Saved data entries>
* * * *

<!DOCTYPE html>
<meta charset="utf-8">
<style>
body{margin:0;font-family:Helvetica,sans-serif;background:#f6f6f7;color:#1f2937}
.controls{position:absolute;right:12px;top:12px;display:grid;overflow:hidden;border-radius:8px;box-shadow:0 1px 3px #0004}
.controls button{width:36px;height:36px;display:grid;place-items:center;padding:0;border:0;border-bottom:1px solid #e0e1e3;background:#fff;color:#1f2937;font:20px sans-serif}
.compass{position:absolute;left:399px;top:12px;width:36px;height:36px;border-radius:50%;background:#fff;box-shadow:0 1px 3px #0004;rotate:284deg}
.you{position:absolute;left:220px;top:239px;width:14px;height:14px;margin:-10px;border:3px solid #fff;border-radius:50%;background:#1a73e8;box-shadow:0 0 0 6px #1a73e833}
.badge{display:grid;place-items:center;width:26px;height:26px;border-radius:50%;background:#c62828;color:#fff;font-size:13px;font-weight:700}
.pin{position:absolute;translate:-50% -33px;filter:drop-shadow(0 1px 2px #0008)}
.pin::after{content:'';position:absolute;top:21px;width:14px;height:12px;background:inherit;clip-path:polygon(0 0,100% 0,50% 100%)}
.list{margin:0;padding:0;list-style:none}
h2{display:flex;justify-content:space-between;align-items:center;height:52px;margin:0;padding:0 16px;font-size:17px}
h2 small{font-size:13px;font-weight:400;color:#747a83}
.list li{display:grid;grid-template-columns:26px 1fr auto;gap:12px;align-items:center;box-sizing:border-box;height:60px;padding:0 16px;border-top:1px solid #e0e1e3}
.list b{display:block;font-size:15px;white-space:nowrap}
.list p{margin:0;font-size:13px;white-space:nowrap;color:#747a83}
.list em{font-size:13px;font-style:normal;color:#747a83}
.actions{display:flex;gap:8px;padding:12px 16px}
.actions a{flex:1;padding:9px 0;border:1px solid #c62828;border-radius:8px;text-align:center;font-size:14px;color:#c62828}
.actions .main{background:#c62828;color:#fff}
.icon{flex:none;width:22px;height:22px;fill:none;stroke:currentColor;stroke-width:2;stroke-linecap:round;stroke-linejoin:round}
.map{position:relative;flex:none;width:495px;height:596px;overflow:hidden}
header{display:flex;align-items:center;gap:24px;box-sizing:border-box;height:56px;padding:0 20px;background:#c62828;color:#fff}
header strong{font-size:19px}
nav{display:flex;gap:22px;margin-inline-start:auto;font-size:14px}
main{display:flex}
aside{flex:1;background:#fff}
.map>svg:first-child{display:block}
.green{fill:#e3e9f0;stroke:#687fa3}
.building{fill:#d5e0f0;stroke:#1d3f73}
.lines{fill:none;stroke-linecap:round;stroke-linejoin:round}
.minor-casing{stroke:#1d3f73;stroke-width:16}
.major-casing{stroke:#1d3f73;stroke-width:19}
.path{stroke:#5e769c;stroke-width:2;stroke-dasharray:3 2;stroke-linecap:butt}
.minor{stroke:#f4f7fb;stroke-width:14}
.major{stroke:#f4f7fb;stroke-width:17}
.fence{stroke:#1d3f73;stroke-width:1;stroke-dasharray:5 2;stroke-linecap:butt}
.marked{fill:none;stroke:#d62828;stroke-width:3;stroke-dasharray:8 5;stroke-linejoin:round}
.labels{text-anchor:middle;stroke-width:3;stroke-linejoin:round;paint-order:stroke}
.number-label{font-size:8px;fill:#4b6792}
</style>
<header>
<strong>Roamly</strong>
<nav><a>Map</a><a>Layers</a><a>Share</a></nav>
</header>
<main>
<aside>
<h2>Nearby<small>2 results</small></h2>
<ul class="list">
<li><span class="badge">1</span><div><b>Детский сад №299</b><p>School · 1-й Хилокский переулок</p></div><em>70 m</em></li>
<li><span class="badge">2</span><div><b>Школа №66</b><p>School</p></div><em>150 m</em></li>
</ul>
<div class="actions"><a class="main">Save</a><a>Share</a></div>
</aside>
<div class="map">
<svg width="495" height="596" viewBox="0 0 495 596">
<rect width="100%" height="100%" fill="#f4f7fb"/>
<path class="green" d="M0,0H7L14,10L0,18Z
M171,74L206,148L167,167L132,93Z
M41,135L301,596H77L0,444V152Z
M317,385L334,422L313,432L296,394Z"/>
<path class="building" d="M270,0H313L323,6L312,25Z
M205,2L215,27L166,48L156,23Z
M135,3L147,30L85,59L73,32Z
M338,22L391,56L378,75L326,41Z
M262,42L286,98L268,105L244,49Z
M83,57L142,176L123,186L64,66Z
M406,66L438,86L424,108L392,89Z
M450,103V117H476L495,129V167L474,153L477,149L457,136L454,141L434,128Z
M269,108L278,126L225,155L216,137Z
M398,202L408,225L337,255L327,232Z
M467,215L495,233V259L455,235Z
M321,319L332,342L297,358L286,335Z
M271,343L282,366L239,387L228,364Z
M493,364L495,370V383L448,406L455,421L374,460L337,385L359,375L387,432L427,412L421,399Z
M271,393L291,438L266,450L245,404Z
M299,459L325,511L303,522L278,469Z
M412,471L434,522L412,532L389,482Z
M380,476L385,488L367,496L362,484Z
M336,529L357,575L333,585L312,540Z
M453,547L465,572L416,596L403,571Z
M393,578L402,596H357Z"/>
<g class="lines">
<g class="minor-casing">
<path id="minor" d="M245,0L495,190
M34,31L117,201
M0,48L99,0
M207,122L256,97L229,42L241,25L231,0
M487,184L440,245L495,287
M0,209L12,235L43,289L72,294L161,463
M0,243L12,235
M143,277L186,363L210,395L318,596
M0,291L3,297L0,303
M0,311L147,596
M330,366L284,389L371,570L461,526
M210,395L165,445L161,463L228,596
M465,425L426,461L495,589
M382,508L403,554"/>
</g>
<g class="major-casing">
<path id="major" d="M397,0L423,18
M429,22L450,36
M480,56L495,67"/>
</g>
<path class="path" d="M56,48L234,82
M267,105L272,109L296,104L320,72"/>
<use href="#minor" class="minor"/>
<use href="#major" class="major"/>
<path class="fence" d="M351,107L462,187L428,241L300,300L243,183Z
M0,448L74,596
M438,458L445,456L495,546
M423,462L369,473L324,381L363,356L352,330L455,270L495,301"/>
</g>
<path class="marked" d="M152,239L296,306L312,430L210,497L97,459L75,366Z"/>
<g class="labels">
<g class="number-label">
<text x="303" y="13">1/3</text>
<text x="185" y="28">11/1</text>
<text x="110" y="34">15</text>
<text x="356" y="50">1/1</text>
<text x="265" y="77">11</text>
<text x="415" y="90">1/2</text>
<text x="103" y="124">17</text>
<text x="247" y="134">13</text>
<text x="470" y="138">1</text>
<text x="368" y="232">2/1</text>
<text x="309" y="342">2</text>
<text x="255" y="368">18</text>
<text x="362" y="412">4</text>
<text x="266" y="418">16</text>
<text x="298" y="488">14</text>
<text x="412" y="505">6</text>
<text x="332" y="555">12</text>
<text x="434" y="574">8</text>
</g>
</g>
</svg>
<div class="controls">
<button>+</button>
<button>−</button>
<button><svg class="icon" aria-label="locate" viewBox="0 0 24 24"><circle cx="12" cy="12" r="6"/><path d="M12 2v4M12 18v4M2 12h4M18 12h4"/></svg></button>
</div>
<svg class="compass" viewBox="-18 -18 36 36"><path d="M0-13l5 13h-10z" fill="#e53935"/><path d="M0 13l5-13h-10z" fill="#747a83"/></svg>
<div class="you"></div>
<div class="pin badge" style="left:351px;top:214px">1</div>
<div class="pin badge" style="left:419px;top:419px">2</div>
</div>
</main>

* * * *

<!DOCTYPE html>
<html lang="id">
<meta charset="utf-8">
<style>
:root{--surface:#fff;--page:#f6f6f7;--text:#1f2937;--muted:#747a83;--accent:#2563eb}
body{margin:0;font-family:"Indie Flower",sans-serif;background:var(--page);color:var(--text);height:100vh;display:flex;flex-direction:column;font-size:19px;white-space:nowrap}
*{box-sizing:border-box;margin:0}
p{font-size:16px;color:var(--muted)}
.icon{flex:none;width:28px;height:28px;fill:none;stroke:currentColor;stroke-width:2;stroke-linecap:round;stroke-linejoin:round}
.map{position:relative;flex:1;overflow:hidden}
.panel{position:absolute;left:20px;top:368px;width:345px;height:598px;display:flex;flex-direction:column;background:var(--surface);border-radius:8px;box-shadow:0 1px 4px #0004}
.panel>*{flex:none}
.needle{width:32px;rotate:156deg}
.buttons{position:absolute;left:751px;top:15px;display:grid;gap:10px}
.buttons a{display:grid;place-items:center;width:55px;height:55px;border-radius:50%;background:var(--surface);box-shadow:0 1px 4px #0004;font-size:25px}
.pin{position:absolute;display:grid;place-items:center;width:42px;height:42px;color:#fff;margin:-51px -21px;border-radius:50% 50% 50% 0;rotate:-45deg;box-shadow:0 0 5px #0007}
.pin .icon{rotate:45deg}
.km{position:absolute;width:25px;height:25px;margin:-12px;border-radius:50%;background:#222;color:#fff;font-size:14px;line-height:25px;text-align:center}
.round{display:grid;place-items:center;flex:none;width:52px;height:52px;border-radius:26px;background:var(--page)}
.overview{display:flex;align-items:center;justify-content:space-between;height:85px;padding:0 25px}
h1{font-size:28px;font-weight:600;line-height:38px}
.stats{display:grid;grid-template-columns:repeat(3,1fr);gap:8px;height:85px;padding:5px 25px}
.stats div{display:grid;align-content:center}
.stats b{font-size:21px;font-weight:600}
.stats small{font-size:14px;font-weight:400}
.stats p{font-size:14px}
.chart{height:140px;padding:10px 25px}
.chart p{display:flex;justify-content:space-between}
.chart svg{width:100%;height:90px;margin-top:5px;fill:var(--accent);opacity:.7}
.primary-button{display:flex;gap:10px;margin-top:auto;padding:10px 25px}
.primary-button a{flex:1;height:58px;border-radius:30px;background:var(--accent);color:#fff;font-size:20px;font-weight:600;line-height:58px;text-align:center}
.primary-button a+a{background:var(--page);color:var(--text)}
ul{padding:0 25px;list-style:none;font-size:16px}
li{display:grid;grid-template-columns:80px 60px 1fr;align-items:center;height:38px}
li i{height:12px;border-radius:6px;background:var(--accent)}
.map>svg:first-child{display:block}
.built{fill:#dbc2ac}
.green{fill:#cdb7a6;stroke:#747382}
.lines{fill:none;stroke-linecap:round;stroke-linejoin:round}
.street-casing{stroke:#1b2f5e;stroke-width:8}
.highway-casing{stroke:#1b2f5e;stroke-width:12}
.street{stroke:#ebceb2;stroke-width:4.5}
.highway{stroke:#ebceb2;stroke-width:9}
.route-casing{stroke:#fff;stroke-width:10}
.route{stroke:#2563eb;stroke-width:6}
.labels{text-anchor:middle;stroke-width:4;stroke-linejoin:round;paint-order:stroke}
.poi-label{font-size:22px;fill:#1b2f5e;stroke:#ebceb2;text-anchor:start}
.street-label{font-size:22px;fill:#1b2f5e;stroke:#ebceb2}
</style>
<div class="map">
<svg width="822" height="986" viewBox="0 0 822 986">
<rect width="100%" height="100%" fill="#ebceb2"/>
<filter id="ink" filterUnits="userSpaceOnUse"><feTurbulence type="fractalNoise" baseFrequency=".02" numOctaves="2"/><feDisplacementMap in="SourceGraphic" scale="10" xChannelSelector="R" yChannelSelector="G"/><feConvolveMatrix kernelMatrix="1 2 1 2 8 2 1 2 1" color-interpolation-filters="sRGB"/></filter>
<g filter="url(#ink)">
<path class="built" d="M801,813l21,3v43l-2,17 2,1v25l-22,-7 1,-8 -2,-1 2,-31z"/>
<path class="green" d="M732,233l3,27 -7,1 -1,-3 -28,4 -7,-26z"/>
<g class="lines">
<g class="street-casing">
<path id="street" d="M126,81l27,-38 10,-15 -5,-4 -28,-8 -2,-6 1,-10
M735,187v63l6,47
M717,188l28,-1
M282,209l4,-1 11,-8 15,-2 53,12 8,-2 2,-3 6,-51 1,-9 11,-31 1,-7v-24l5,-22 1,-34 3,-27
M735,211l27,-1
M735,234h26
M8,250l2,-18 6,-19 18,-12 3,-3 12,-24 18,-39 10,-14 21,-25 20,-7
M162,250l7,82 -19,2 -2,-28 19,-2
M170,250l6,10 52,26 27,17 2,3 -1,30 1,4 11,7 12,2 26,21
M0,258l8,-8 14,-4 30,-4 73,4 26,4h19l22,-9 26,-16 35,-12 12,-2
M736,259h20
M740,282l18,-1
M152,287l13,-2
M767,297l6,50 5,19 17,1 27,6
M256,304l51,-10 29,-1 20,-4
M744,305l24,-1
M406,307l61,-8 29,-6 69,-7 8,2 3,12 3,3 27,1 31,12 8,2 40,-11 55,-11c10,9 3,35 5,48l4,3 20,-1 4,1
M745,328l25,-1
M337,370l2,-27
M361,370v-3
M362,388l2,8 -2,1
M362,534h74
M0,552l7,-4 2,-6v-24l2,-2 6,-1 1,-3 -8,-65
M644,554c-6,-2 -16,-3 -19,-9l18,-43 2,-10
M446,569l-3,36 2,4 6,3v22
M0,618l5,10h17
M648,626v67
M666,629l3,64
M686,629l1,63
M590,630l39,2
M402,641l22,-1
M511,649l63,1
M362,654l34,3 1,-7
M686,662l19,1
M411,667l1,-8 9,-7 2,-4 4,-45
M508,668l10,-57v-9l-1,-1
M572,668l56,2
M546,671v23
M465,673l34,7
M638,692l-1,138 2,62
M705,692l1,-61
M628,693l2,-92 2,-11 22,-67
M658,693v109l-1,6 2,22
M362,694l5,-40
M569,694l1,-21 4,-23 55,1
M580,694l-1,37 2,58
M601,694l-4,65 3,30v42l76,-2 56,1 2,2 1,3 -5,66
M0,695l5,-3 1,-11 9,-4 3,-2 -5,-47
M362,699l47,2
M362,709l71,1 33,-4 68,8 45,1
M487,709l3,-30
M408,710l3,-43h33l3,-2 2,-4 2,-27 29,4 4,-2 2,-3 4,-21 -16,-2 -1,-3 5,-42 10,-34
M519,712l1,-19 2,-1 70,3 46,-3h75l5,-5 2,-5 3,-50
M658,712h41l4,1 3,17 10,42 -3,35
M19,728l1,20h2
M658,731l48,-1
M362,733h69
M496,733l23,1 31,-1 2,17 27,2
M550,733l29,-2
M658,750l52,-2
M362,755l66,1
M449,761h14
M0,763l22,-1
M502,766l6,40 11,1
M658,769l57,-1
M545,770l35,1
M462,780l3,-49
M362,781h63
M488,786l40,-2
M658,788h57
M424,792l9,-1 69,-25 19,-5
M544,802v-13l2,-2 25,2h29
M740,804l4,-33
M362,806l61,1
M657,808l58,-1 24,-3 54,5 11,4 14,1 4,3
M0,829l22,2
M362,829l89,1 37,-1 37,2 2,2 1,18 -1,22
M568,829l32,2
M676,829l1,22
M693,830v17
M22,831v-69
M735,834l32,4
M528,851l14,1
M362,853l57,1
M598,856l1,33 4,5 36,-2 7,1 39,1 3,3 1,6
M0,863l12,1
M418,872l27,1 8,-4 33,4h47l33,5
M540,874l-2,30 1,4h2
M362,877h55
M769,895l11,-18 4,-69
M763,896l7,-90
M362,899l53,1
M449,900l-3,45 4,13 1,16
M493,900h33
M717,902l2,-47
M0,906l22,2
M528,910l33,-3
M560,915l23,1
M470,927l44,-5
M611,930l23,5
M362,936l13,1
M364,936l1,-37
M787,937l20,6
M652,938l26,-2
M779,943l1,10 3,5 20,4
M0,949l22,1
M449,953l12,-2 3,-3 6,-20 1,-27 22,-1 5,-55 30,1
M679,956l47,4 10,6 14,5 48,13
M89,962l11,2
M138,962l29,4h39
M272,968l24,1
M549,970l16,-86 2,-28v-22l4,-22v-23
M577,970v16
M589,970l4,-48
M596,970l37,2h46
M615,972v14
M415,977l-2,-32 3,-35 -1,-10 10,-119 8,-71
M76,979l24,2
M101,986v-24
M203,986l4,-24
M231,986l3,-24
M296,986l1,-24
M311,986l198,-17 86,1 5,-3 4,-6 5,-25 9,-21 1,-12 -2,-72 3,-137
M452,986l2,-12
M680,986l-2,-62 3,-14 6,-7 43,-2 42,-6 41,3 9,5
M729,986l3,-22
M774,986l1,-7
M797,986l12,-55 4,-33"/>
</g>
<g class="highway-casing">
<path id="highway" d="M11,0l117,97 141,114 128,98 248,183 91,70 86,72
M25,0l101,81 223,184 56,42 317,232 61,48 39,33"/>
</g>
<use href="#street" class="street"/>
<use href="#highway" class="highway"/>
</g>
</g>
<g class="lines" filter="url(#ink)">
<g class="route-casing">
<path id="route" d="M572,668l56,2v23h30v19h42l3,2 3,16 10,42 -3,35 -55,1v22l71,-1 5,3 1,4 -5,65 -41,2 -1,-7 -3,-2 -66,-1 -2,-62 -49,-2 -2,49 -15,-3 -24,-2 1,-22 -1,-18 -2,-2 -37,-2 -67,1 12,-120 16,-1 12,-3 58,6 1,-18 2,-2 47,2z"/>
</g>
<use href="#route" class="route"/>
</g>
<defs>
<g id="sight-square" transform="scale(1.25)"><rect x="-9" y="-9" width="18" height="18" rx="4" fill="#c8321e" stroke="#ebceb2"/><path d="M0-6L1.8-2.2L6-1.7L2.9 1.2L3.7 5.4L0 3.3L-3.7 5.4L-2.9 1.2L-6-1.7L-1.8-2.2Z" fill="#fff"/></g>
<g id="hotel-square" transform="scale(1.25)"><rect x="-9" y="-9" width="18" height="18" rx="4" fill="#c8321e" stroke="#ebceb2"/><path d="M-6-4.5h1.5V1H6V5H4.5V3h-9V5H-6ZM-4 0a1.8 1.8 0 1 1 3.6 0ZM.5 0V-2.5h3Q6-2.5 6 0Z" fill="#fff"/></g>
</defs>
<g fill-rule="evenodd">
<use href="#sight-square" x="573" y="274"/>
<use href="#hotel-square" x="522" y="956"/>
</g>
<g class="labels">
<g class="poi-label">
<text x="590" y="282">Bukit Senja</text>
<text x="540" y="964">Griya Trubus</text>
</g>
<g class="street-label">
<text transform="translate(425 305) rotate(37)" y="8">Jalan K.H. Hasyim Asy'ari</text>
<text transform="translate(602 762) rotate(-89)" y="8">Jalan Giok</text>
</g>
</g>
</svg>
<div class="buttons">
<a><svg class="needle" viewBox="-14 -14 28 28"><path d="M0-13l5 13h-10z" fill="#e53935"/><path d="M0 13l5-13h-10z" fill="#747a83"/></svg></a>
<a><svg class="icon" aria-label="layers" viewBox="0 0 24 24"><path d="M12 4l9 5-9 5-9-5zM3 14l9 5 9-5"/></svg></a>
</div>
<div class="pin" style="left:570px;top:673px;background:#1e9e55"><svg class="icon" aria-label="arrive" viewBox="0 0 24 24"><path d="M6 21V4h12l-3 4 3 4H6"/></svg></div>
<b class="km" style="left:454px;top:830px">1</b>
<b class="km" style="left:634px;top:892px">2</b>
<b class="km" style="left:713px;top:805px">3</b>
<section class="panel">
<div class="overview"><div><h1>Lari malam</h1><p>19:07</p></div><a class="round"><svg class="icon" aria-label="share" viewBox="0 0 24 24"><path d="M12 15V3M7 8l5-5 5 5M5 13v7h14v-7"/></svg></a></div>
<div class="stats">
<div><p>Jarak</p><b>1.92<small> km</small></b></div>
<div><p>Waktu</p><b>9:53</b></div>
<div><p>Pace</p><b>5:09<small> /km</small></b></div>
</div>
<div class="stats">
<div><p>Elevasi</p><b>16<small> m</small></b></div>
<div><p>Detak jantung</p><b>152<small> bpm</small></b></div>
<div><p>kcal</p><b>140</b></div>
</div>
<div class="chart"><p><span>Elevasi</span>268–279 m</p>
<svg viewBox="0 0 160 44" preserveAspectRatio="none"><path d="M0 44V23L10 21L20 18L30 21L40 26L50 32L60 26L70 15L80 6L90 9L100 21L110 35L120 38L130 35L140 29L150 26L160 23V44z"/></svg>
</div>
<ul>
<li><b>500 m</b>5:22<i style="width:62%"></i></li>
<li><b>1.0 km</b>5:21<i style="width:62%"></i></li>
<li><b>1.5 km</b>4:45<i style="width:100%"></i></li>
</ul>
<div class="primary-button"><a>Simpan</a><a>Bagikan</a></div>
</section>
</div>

* * * *

Task brief> Copy the lines above exactly. Start with the line containing "M336,529L357,575L333,585L312,540Z", end with the line containing "<button>+</button>", and include both.

Answer below>
M336,529L357,575L333,585L312,540Z
M453,547L465,572L416,596L403,571Z
M393,578L402,596H357Z"/>
<g class="lines">
<g class="minor-casing">
<path id="minor" d="M245,0L495,190
M34,31L117,201
M0,48L99,0
M207,122L256,97L229,42L241,25L231,0
M487,184L440,245L495,287
M0,209L12,235L43,289L72,294L161,463
M0,243L12,235
M143,277L186,363L210,395L318,596
M0,291L3,297L0,303
M0,311L147,596
M330,366L284,389L371,570L461,526
M210,395L165,445L161,463L228,596
M465,425L426,461L495,589
M382,508L403,554"/>
</g>
<g class="major-casing">
<path id="major" d="M397,0L423,18
M429,22L450,36
M480,56L495,67"/>
</g>
<path class="path" d="M56,48L234,82
M267,105L272,109L296,104L320,72"/>
<use href="#minor" class="minor"/>
<use href="#major" class="major"/>
<path class="fence" d="M351,107L462,187L428,241L300,300L243,183Z
M0,448L74,596
M438,458L445,456L495,546
M423,462L369,473L324,381L363,356L352,330L455,270L495,301"/>
</g>
<path class="marked" d="M152,239L296,306L312,430L210,497L97,459L75,366Z"/>
<g class="labels">
<g class="number-label">
<text x="303" y="13">1/3</text>
<text x="185" y="28">11/1</text>
<text x="110" y="34">15</text>
<text x="356" y="50">1/1</text>
<text x="265" y="77">11</text>
<text x="415" y="90">1/2</text>
<text x="103" y="124">17</text>
<text x="247" y="134">13</text>
<text x="470" y="138">1</text>
<text x="368" y="232">2/1</text>
<text x="309" y="342">2</text>
<text x="255" y="368">18</text>
<text x="362" y="412">4</text>
<text x="266" y="418">16</text>
<text x="298" y="488">14</text>
<text x="412" y="505">6</text>
<text x="332" y="555">12</text>
<text x="434" y="574">8</text>
</g>
</g>
</svg>
<div class="controls">
<button>+</button>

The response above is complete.